Extracted records:
·····

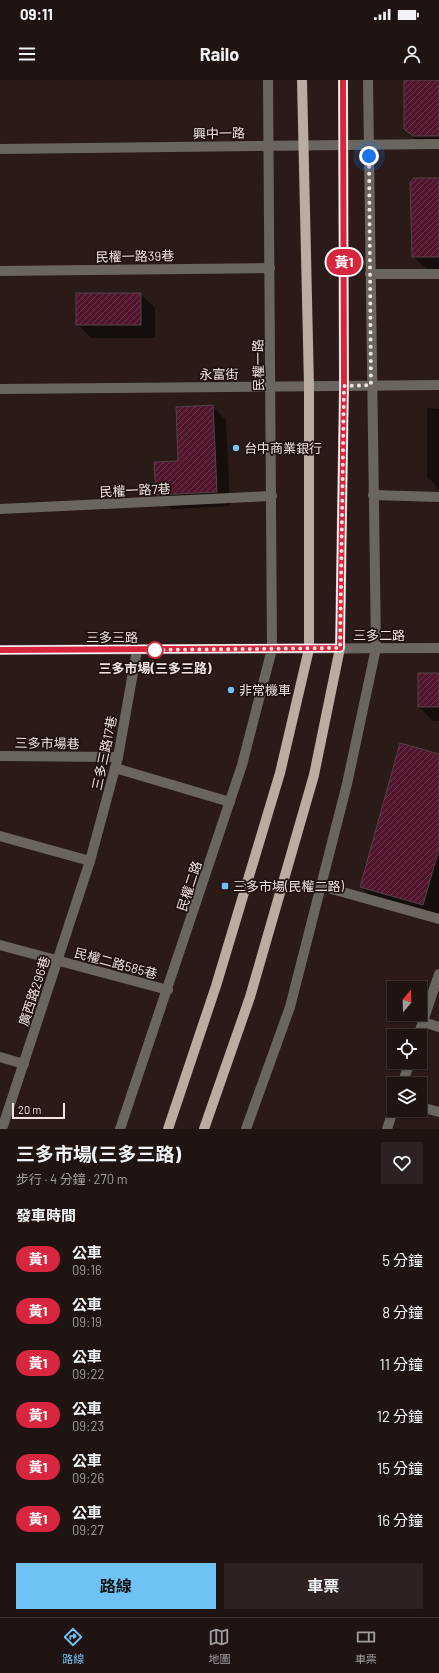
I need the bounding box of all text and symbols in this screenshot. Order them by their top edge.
text: 09:11 [20,5,53,23]
icon: menu [16,43,38,65]
text: Railo [200,43,239,65]
icon: person [401,43,423,65]
street label: 興中一路 [193,125,245,141]
your location [359,146,379,166]
street label: 民權一路39巷 [96,247,174,265]
line badge: 黃1 [326,249,362,275]
text: 黃1 [335,253,353,270]
street label: 民權一路 [250,339,266,391]
street label: 永富街 [199,366,239,382]
place label: 台中商業銀行 [244,440,322,456]
marker: 台中商業銀行 [231,443,241,453]
street label: 民權一路7巷 [99,480,171,500]
street label: 三多二路 [353,627,405,643]
street label: 三多三路 [86,629,138,645]
marker: 三多市場(三多三路) [146,641,164,659]
place label: 三多市場(三多三路) [98,660,212,676]
place label: 非常機車 [239,682,291,698]
marker: 非常機車 [226,685,236,695]
street label: 三多三路17巷 [88,714,120,792]
street label: 三多市場巷 [14,734,80,752]
street label: 民權二路 [173,859,205,913]
place label: 三多市場(民權二路) [233,878,344,894]
marker: 三多市場(民權二路) [220,881,230,891]
street label: 民權二路585巷 [73,944,159,982]
street label: 廣西路296巷 [15,954,53,1028]
north arrow [387,981,427,1021]
map controls [387,981,427,1117]
button: locate [387,1029,427,1069]
button: layers [387,1077,427,1117]
scale bar [12,1101,65,1120]
text: 20 m [18,1103,41,1116]
text: 三多市場(三多三路) [16,1142,181,1165]
button: heart [381,1142,423,1184]
text: 步行 · 4 分鐘 · 270 m [16,1171,127,1187]
text: 發車時間 [16,1206,76,1224]
text: 公車 [72,1243,102,1261]
text: 黃1 [29,1250,47,1267]
text: 5 分鐘 [382,1251,423,1269]
text: 09:16 [72,1262,102,1278]
text: 公車 [72,1295,102,1313]
text: 黃1 [29,1302,47,1319]
text: 8 分鐘 [382,1303,423,1321]
text: 09:19 [72,1314,102,1330]
text: 公車 [72,1347,102,1365]
text: 黃1 [29,1354,47,1371]
text: 11 分鐘 [379,1355,423,1373]
text: 09:22 [72,1366,104,1382]
text: 公車 [72,1399,102,1417]
text: 黃1 [29,1406,47,1423]
text: 12 分鐘 [377,1407,423,1425]
text: 09:23 [72,1418,104,1434]
text: 公車 [72,1451,102,1469]
text: 黃1 [29,1458,47,1475]
text: 15 分鐘 [377,1459,423,1477]
text: 09:26 [72,1470,104,1486]
text: 公車 [72,1503,102,1521]
text: 黃1 [29,1510,47,1527]
text: 16 分鐘 [377,1511,423,1529]
text: 09:27 [72,1522,104,1538]
button: 路線 [16,1563,216,1609]
button: 車票 [224,1563,423,1609]
tab: 路線 [62,1626,84,1666]
tab: 地圖 [208,1626,230,1666]
tab: 車票 [355,1626,377,1666]

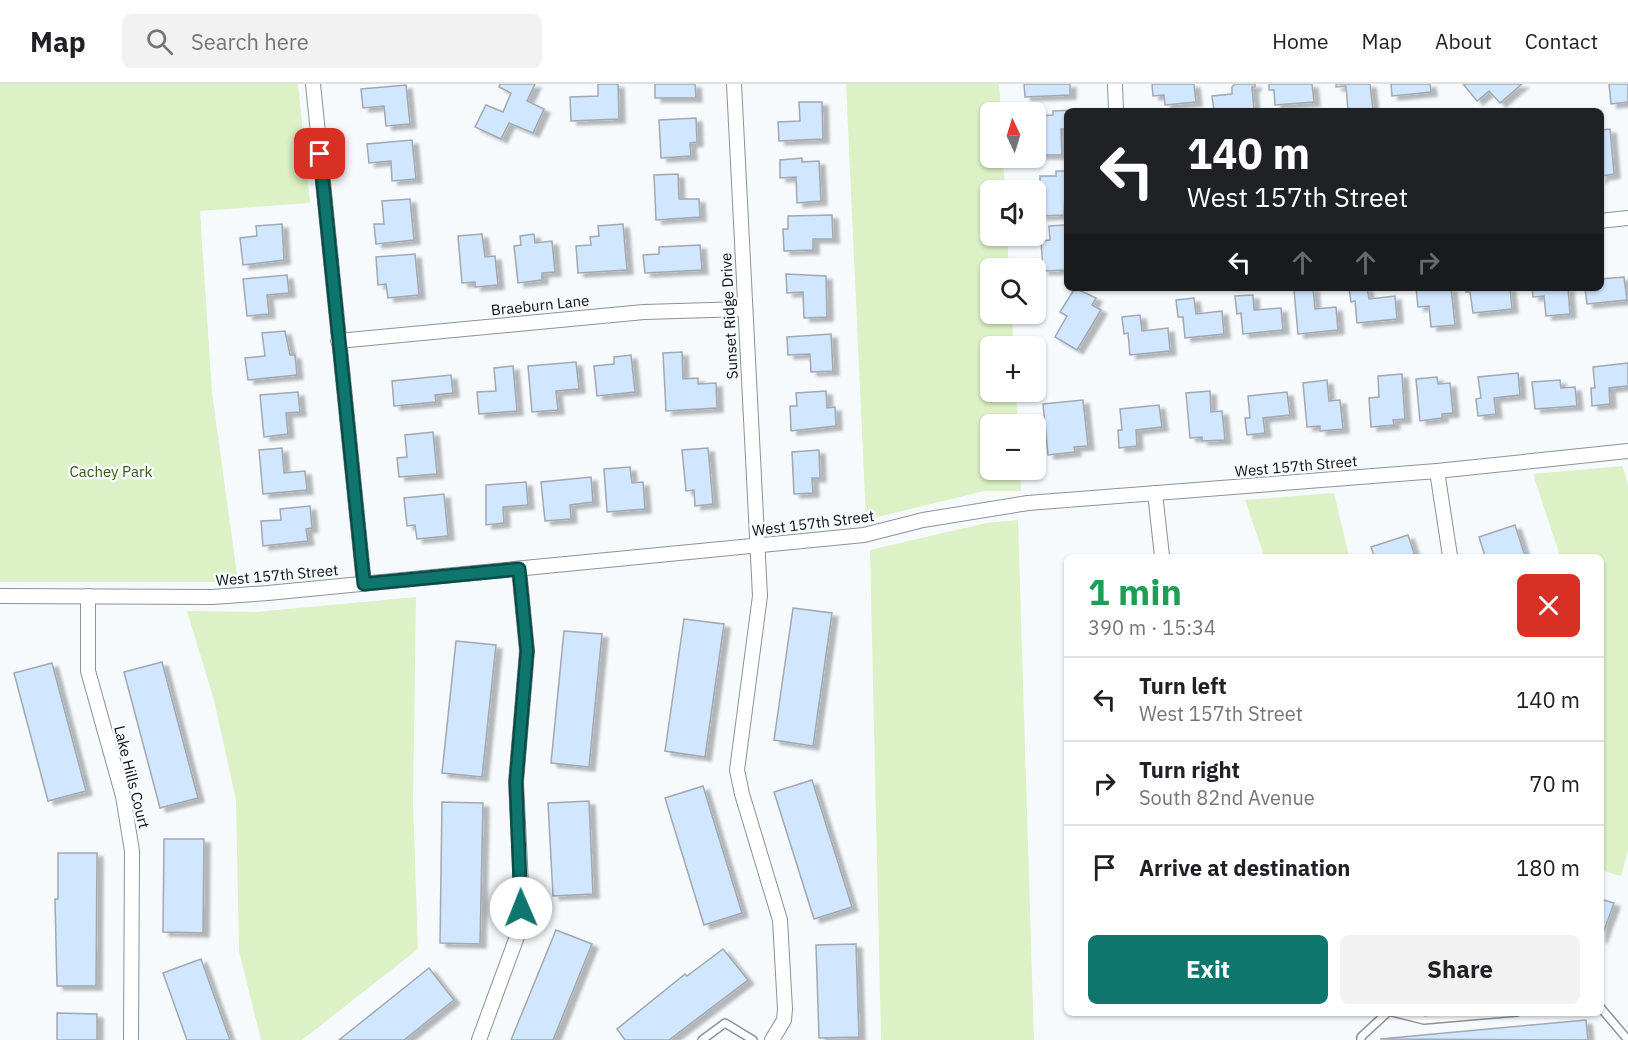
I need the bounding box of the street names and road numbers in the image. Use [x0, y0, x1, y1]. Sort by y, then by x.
street label: Sunset Ridge Drive [716, 252, 742, 380]
street label: Braeburn Lane [490, 290, 590, 320]
street label: West 157th Street [1234, 451, 1358, 481]
street label: West 157th Street [751, 506, 875, 540]
street label: West 157th Street [215, 560, 339, 590]
street label: Lake Hills Court [110, 724, 154, 830]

·····

Exercise aim:
Pictures are to be dropped; every line of the records is to be returned unchanged.

Answer to the exercise:
I need the bounding box of all text and symbols in this screenshot. Order them by their top edge.
text: 09:11 [20,5,53,23]
icon: menu [16,43,38,65]
text: Railo [200,43,239,65]
icon: person [401,43,423,65]
street label: 興中一路 [193,125,245,141]
your location [359,146,379,166]
street label: 民權一路39巷 [96,247,174,265]
line badge: 黃1 [326,249,362,275]
text: 黃1 [335,253,353,270]
street label: 民權一路 [250,339,266,391]
street label: 永富街 [199,366,239,382]
place label: 台中商業銀行 [244,440,322,456]
marker: 台中商業銀行 [231,443,241,453]
street label: 民權一路7巷 [99,480,171,500]
street label: 三多二路 [353,627,405,643]
street label: 三多三路 [86,629,138,645]
marker: 三多市場(三多三路) [146,641,164,659]
place label: 三多市場(三多三路) [98,660,212,676]
place label: 非常機車 [239,682,291,698]
marker: 非常機車 [226,685,236,695]
street label: 三多三路17巷 [88,714,120,792]
street label: 三多市場巷 [14,734,80,752]
street label: 民權二路 [173,859,205,913]
place label: 三多市場(民權二路) [233,878,344,894]
marker: 三多市場(民權二路) [220,881,230,891]
street label: 民權二路585巷 [73,944,159,982]
street label: 廣西路296巷 [15,954,53,1028]
north arrow [387,981,427,1021]
map controls [387,981,427,1117]
button: locate [387,1029,427,1069]
button: layers [387,1077,427,1117]
scale bar [12,1101,65,1120]
text: 20 m [18,1103,41,1116]
text: 三多市場(三多三路) [16,1142,181,1165]
button: heart [381,1142,423,1184]
text: 步行 · 4 分鐘 · 270 m [16,1171,127,1187]
text: 發車時間 [16,1206,76,1224]
text: 公車 [72,1243,102,1261]
text: 黃1 [29,1250,47,1267]
text: 5 分鐘 [382,1251,423,1269]
text: 09:16 [72,1262,102,1278]
text: 公車 [72,1295,102,1313]
text: 黃1 [29,1302,47,1319]
text: 8 分鐘 [382,1303,423,1321]
text: 09:19 [72,1314,102,1330]
text: 公車 [72,1347,102,1365]
text: 黃1 [29,1354,47,1371]
text: 11 分鐘 [379,1355,423,1373]
text: 09:22 [72,1366,104,1382]
text: 公車 [72,1399,102,1417]
text: 黃1 [29,1406,47,1423]
text: 12 分鐘 [377,1407,423,1425]
text: 09:23 [72,1418,104,1434]
text: 公車 [72,1451,102,1469]
text: 黃1 [29,1458,47,1475]
text: 15 分鐘 [377,1459,423,1477]
text: 09:26 [72,1470,104,1486]
text: 公車 [72,1503,102,1521]
text: 黃1 [29,1510,47,1527]
text: 16 分鐘 [377,1511,423,1529]
text: 09:27 [72,1522,104,1538]
button: 路線 [16,1563,216,1609]
button: 車票 [224,1563,423,1609]
tab: 路線 [62,1626,84,1666]
tab: 地圖 [208,1626,230,1666]
tab: 車票 [355,1626,377,1666]

I need the bounding box of the street names and road numbers in the image. Use [x0, y0, x1, y1]. Sort by y, then by x.
street label: Sunset Ridge Drive [716, 252, 742, 380]
street label: Braeburn Lane [490, 290, 590, 320]
street label: West 157th Street [1234, 451, 1358, 481]
street label: West 157th Street [751, 506, 875, 540]
street label: West 157th Street [215, 560, 339, 590]
street label: Lake Hills Court [110, 724, 154, 830]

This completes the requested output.